A crowdsourcing system can be provided by a media content provider, such as a streaming media website such as Netflix, Amazon, M-GO, or another streaming provider. The system may be a social networking provider, such as MySpace, Facebook, or LinkedIn. A social networking site provides a service or system that facilitates the creation, maintenance and management of social networks. For example, Facebook is a social networking site that allows users to create social networks such as interest groups therein. In one example, a social network may comprise a group of the user's friends. In another example, a social network may comprise a group of users sharing a similar interest, for example, in travel.
As used herein, “media content” may be defined to include any type of media, including any type of audio, video, and/or image media content received from any source. For example, “media content” may include Internet content, streaming services (e.g., M-GO, Netflix, Hulu, Amazon), recorded video content, video-on-demand content, broadcasted content, television content, television programs (or programming), advertisements, commercials, music, movies, video clips, interactive games, network-based entertainment applications, and other media assets. Media assets may include any and all kinds of digital media formats, such as audio files, image files or video files.
The term refers to a media content that is logically or physically segmented into segments. For example, each segment may last for a predetermined playback interval, such as but not limited to 90 seconds. The segmentation is important, so that when a user specifies a point in the media content for playback, the portion of the media content can be identified. The segmentation may also be based on different scenes, each constituting a segment. A media content segment may be a part of a media content or the media content itself, for example, if the media content is short. Examples of short media content are audio and video clips.
The present principles recognize that a user device may also record transition history and automatically selects the next media content segment for playback according to a recorded transition history or a transition history obtained from a crowdsourcing system.
Some examples of videos include tutorial video for learning an instrument, music video, comedy clip, and sports. In these exemplary videos, users normally jump from one video to the next in search of the most relevant or interesting content. Full-length videos are difficult to consume in one viewing session. After specific segments of a video are viewed, a user may not be interested in the remaining content of the video. According to principles of the disclosure, the sequence of the viewed segments form a mixtape, a CD, a DVD, or a file that the user can view to obtain the most pertinent and engaging content. According to the principles of the disclosure, the switching or transitioning from one media content segment to another media content segment is guided by a recorded transition history, as will be explained in more details later in this disclosure.

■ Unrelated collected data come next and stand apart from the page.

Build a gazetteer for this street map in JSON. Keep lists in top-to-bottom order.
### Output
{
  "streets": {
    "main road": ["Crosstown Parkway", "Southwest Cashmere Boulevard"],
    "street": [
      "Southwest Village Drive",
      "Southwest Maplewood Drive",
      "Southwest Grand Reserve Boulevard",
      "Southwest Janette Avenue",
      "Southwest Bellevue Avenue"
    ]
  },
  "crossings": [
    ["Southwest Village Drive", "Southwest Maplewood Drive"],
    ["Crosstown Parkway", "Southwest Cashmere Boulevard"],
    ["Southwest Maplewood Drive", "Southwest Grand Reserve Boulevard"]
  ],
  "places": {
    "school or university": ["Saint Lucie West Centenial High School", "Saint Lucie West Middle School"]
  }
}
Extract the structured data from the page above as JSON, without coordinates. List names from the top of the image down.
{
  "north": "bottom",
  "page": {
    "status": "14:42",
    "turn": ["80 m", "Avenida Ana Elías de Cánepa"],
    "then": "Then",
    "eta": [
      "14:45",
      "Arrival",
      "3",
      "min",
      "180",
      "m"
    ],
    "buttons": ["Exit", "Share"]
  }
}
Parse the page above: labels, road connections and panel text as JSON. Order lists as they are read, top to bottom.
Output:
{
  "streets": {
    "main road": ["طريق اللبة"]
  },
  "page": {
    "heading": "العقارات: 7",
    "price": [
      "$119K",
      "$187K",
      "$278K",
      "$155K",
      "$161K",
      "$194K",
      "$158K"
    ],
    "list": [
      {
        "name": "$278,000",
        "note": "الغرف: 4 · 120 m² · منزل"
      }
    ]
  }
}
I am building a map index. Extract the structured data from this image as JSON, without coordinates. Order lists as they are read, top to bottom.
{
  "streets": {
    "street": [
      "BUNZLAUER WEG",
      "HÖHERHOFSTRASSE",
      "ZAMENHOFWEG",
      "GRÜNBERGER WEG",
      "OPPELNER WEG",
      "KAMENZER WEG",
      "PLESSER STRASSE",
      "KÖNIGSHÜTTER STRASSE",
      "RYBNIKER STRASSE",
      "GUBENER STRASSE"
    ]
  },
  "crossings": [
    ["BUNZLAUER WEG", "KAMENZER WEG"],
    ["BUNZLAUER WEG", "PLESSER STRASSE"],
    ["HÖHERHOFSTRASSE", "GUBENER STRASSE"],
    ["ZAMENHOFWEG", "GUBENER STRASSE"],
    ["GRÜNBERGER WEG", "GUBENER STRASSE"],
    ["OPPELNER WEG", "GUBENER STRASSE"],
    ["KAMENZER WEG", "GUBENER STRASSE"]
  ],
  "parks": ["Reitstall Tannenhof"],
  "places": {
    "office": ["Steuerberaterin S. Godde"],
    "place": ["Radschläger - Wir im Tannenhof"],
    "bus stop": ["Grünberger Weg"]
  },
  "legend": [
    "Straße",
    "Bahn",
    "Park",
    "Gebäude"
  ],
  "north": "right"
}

The present description illustrates the present principles. It will thus be appreciated that those skilled in the art will be able to devise various arrangements that, although not explicitly described or shown herein, embody the present principles and are included within its spirit and scope.
All examples and conditional language recited herein are intended for pedagogical purposes to aid the reader in understanding the present principles and the concepts contributed by the inventors to furthering the art, and are to be construed as being without limitation to such specifically recited examples and conditions.
Moreover, all statements herein reciting principles, aspects, and embodiments of the present principles, as well as specific examples thereof, are intended to encompass both structural and functional equivalents thereof. Additionally, it is intended that such equivalents include both currently known equivalents as well as equivalents developed in the future, i.e., any elements developed that perform the same function, regardless of structure.
Thus, for example, it will be appreciated by those skilled in the art that the block diagrams presented herein represent conceptual views of illustrative circuitry embodying the present principles. Similarly, it will be appreciated that any flow charts, flow diagrams, state transition diagrams, pseudocode, and the like represent various processes which may be substantially represented in computer readable media and so executed by a computer or processor, whether or not such computer or processor is explicitly shown.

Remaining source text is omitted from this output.